Tuesday, February 26, 2008
SNDA, the market and JRJC
First, congratulations to all who bought shares of SNDA Tuesday morning on our time sensitive recommendation. We did stress buying ahead of the Institutional money at 10:00AM, and there was actually one 3% pull back in the intra day chart as predicted. SNDA traded as low as $31.75 and as high as $35.00. Moves of 10% or more in a single day are rare, but we use the Psychology of the Call to indentify such potential moves.
SNDA shrugged off the worst inflationary data since 1981 in the early going and Institutional money flow was steady into the close. Shanda traded nearly 3.6M shares, over 3.5X the average daily volume. The folks over at "Motley Fool" mentioned SNDA at 11:38AM EST in a positive article, but our readers bought before the article appeared.
SNDA has been upgraded by many analysts, as we predicted. Volume, money flow, and the daily close of $34.70 all confirmed the incredibly positive tone on the conference call.
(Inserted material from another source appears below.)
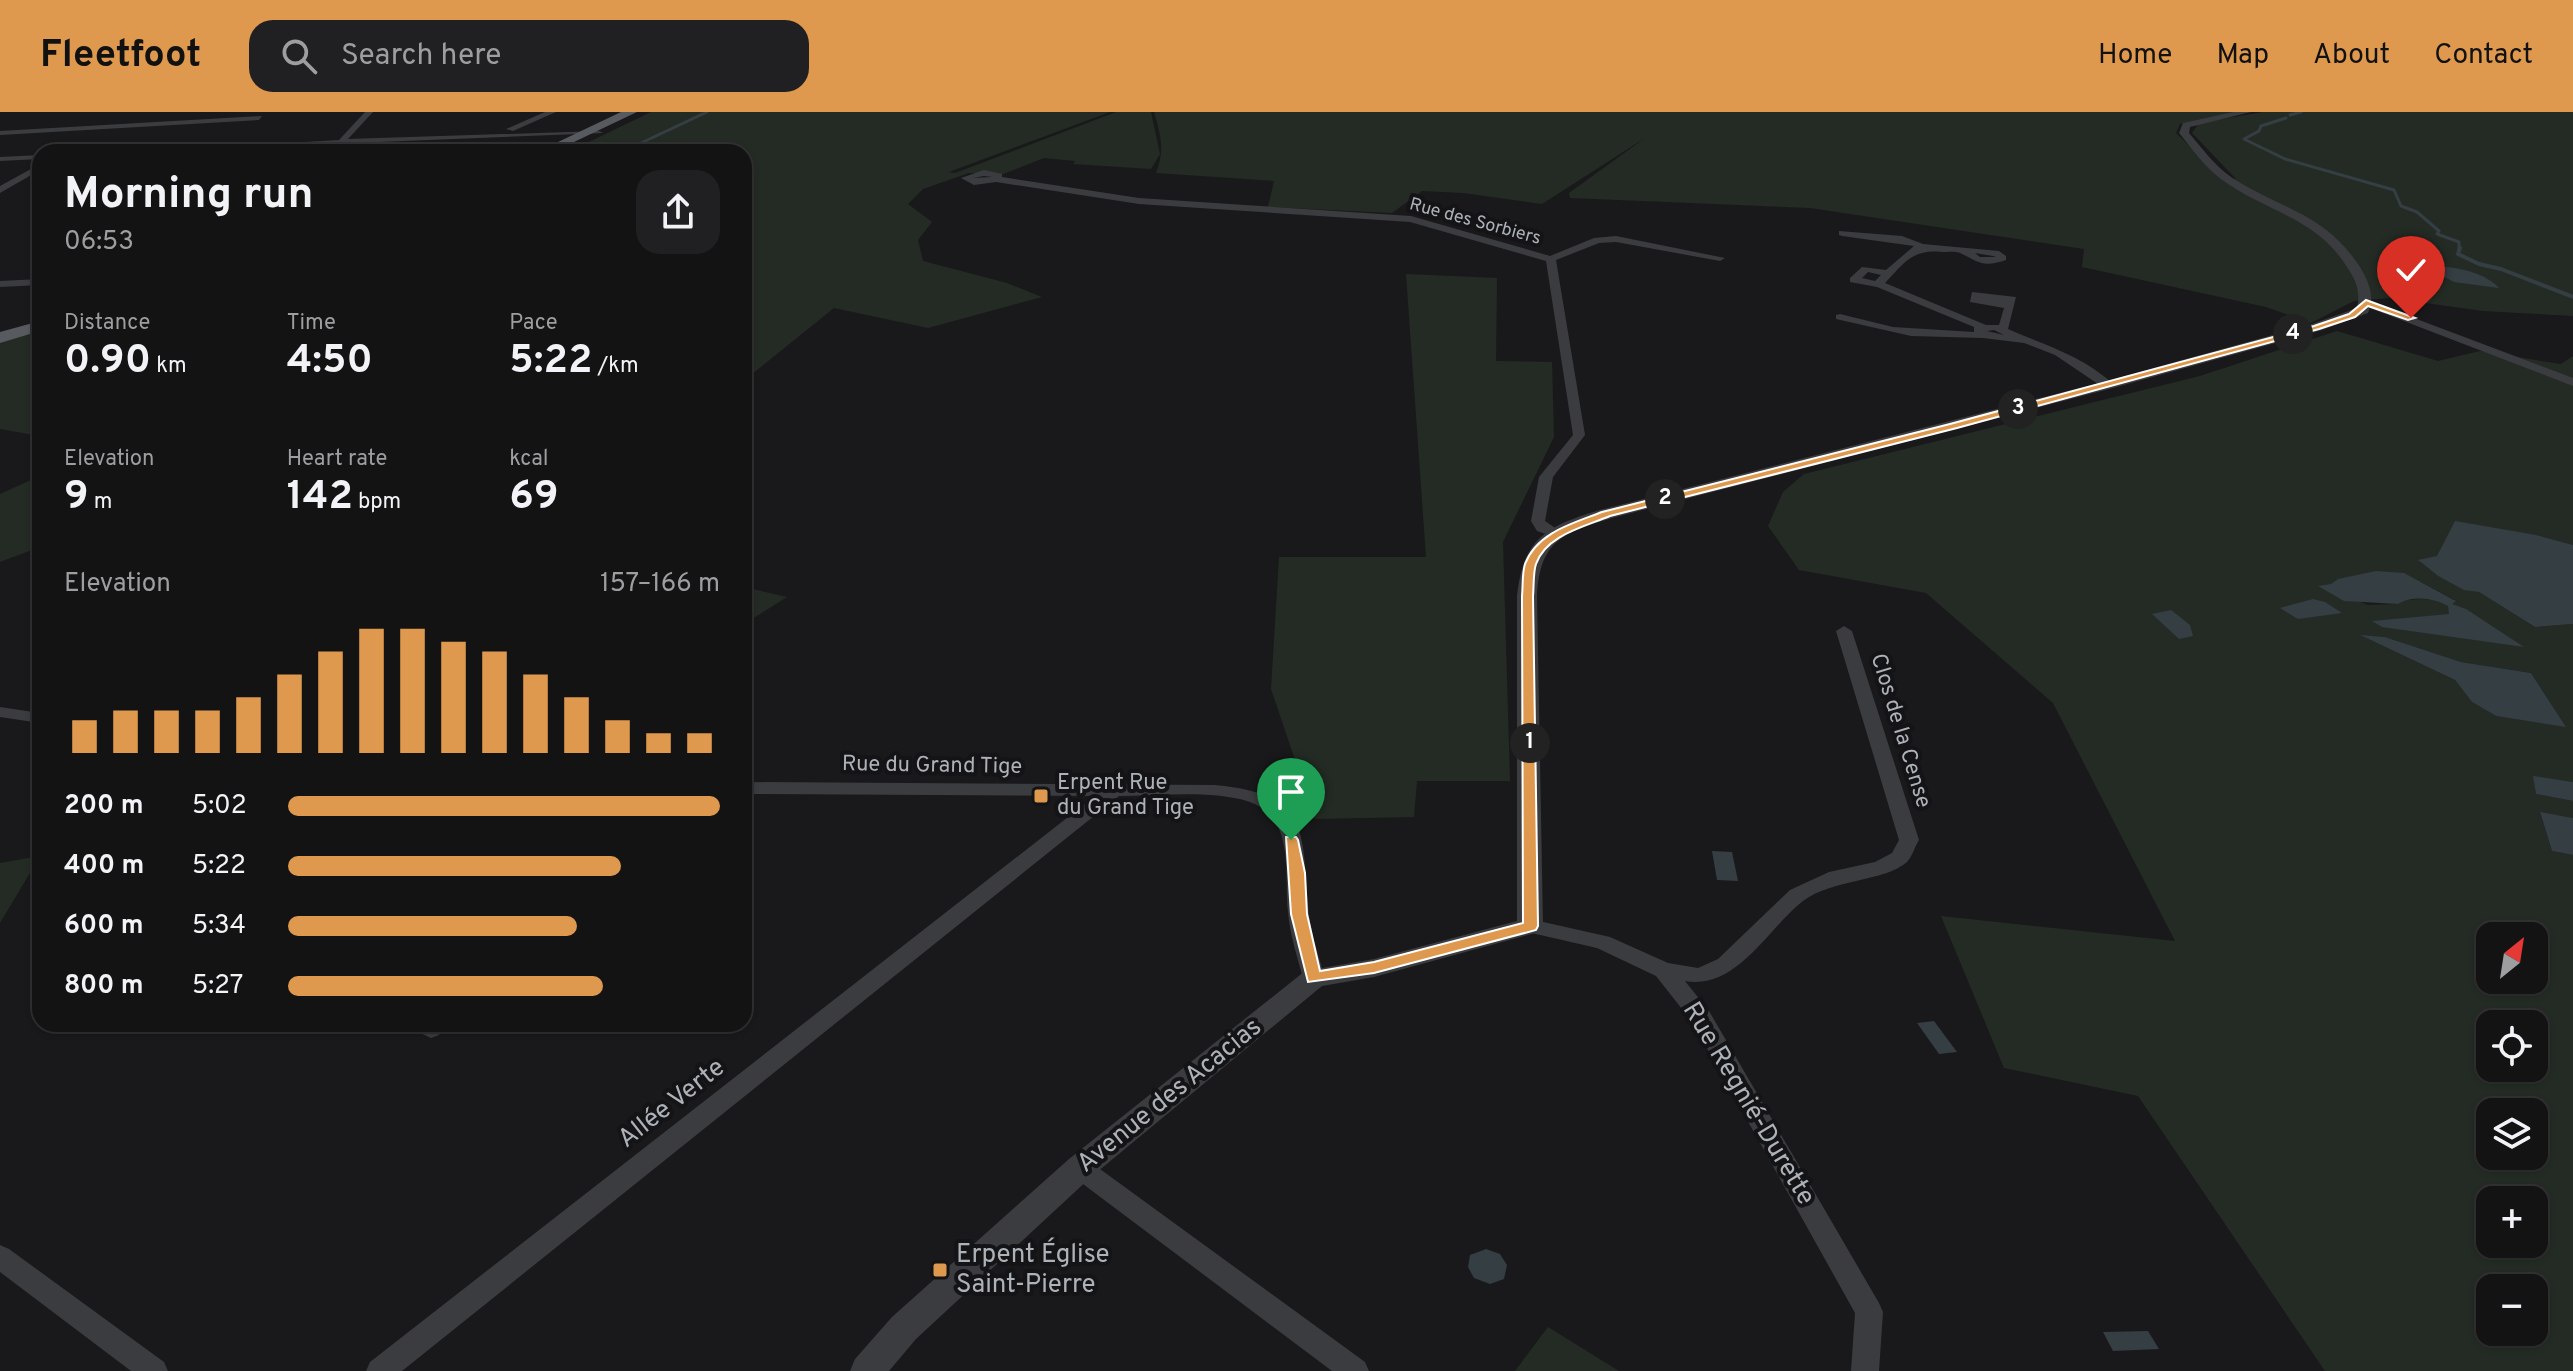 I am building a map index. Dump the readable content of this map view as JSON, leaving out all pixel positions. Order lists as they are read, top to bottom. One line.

Goldman Sachs increased their price target for Shanda to $41.00! And there you have the power of interpreting the Psychology of the Call correctly.
We believe strongly that SNDA will break to new 52 week highs barring any unforeseen events, one being the over all market re-testing its January lows.
We remain bearish on the market overall with Bernanke testifying tomorrow and Thursday to a mostly Democratic Congress. In this election year Bernanke will suffer increased scrutiny and grilling by the Democrats, therefore we urge caution with all long equity positions into Friday.
Poor Bernanke isn’t responsible for the weak U.S. Stock Market, or the foundational crack in the U.S. Real Estate Banking & Mortgage market. Market cycles are caused by long term trends of supply and demand, not by a particular Presidential Administration or a lone Fed Chairman. That having been said, we can point a finger of blame at Alan Greenspan. His lowering of the Fed Funds rate down to 1.25% caused what we coin "irrational speculation" in the mortgage and real estate markets. Sadly Greenspan predicted the stock market bubble with his "irrational exuberance" phrase, but he didn’t foresee the mortgage/credit bubble that we’re suffering.
Everyone making money speculating in Real Estate a few years ago was a dangerous trend that we would eventually have to pay for. The multiple credit market shocks have only eroded equity side psychology and the wounds won't heal tomorrow. The cheap money bubble (low rates) created by the Greenspan Fed is still playing out; yet Greenspan is still being quoted like some mythical Greek god. Rest assured: the Bond market is an extremely important animal that we follow around very closely, giving our readers a hidden edge that most financial sites miss.
The stock market or credit/mortgage correction isn’t over just yet. Look for more sideways action in the S&P Index (minimum of 2 months), or a test of the previous low of 1270 printed on January 23. Don’t commit more than 50% of capital to the equity market until one of the two scenarios unfolds.
As for our next pick based on the Psychology of the Call, we see potential in shorting China Finance Online ahead of earnings this Thursday. We have multiple reasons to believe JRJC will implode after they give clouded guidance. JRJC is operating a useless subscription model in an imploding Chinese stock market. Ironically, JRJC relies on a strong stock market for its only source of revenue. JRJC gets a letter grade of F and a percentage of 46%, making it a definite short side opportunity for our followers.
So there are convincing opportunities at times, both short and long. SNDA is one we have scrutinized closely and recommend buying. The tone of the conference call had many tells that convinced our thesis that 52 week highs are around the corner. We’ll follow up with more analysis on SNDA on Wednesday March 5th, and we’ll have more on JRJC tomorrow.
Until then, happy trading, and remember, the Psychology of the Call matters.